Can virtual reality make visiting the dentist bearable? Science says it can
Why it matters to you
Virtual reality may actually make the dentist bearable — if not a bit fun.
On the spectrum of fun things to do, going to the dentist is somewhere in between scrubbing the toilet and filing taxes. But growing up means doing responsible things even if you don’t want to, so the wise ones among us begrudgingly recline in an off-white chair once or twice a year and let a stranger stick their fingers into our mouth.
Visiting the dentist does not have to be so detestable, though. Researchers used virtual reality to calm patients in a new study out of the universities of Plymouth, Exeter, and Birmingham, and the patients reported promising results.
The study included three groups of participants: One that underwent a standard dental visit, one that wore VR experience that simulated a walk through a city, and one with a VR experience that simulated a stroll around Wembury Beach in Devon, England. Those who strolled the virtual beach reported less pain and anxiety from the procedure than either of the other groups.
The findings suggest that VR can help but that the environment has a big impact on a patient’s stress reduction.

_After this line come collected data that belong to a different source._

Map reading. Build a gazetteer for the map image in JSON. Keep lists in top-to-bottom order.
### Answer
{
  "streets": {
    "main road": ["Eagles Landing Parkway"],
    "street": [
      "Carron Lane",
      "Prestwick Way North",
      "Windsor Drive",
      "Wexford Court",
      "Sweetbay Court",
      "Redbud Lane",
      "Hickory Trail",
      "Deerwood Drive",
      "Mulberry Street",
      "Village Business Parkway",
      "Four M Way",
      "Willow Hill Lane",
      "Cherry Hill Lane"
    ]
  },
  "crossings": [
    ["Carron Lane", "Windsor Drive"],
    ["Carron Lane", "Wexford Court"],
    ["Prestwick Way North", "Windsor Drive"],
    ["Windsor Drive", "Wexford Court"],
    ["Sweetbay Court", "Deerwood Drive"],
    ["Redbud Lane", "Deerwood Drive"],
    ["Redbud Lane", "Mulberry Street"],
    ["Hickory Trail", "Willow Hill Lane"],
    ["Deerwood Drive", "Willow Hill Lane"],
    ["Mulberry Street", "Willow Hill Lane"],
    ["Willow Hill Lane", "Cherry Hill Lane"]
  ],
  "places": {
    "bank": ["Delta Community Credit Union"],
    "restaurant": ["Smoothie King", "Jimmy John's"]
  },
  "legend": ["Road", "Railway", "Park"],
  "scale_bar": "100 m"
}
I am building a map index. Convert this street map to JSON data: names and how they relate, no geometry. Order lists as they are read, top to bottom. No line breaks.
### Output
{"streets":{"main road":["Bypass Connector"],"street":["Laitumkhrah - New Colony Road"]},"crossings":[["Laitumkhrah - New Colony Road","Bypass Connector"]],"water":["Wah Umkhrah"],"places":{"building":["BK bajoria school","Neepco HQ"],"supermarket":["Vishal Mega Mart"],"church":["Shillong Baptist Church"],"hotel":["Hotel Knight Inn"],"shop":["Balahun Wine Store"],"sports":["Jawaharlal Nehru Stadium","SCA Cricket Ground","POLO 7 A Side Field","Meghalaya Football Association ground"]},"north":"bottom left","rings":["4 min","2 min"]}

In previous studies, the creator of Virtual Wembury, Bob Stone, and his team compared how natural and urban settings affected patients, including sounds from both environments.
“We found that when urban sound, such as moving traffic, was included with the virtual town scene, the ratings of anxiety increased, whilst those for relaxation dropped,” Stone told Digital Trends. “In contrast, with the sound of the coastal area, such as lapping waves and gentle wind effects, a reduction of anxiety and increased ratings of relaxation was revealed.”
Stone and his team have experimented with Virtual Wembury outside of the dentist’s office. He said it’s been used to asses mental states of residents at a remote facility in the Arctic and will soon be tested at a research habitat atop a mountain in Hawaii, where groups of volunteers undergo months of isolation to study how humans will fare on long space journeys.
“These ‘restorative environments’ are now recognized as powerful tools in the treatment of a range of psychological conditions and a number of hospital-based projects are being conducted to encourage engagement with the natural environment to promote both psychological well-being and physical recovery,” Stone said.